Our year online was an incredibly difficult time, but the return to campus has presented its own challenges. Sophomores have struggled to fit in and make up for lost time, academic workloads are ramping up again after a relative reprieve last year, and the dearth of online options ensures that a COVID-19 diagnosis leaves students behind academically. Even as the pandemic grows increasingly endemic, we’re still grappling with its long-term impacts. As COVID-19’s shadow looms over us, Georgetown should be equipped to handle corresponding mental health challenges.
I don’t pretend that the tents pose anything close to the hazards of CAPS’s failures, but they’re a telling indictment of the university’s approach to mental health. Addressing a persistent challenge like mental health is no easy task; while the university has done itself no favors, there’s no simple answer to the issue. Yet even as the university gets the big things wrong, it refuses to get the little things right. Preserving outdoor communal spaces is one of the easiest steps the university could take to protect students’ mental health. A campus environment conducive to mental health isn’t an ask, it’s a basic expectation. Yes, the impacts may be rather limited – but that also shows just how easy this would be. Georgetown had to do nothing, and it couldn’t even do that.
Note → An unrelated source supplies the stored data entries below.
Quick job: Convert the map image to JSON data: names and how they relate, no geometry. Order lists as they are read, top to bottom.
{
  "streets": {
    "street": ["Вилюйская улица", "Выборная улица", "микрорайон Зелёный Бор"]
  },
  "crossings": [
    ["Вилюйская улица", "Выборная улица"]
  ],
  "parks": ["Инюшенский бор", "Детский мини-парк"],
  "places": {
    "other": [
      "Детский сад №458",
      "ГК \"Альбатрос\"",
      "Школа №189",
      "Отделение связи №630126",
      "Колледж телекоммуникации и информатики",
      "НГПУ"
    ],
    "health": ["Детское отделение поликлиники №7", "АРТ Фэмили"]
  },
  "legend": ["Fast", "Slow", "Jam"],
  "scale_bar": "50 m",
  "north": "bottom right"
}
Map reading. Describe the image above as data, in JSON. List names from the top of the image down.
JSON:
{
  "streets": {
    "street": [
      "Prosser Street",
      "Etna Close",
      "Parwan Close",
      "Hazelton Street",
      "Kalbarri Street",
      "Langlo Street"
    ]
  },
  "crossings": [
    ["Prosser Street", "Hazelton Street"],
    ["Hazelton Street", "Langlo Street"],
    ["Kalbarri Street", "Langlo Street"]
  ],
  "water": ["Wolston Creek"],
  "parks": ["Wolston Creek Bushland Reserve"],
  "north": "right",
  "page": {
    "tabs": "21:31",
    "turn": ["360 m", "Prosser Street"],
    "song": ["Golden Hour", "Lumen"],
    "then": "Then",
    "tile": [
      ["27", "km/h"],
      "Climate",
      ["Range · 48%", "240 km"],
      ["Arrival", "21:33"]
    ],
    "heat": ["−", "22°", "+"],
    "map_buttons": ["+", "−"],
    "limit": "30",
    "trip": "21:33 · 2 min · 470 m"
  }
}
It seems that the administration asked itself “Why not?” before it ever asked “Why?”. Well, there are plenty of answers to the former and none to the latter. The tents are hideous, unnecessary, and a hindrance to student life. They deny students meaningful access to some of the most beloved spaces on campus, as well as the shared experiences and spaces that are so vital to building community. And they signify gross ineptitude in the university’s management of COVID-19 and mental health challenges. If the administration wants to foster a healthy community on campus, there’s an easy place to start. President DeGioia, tear down these tents!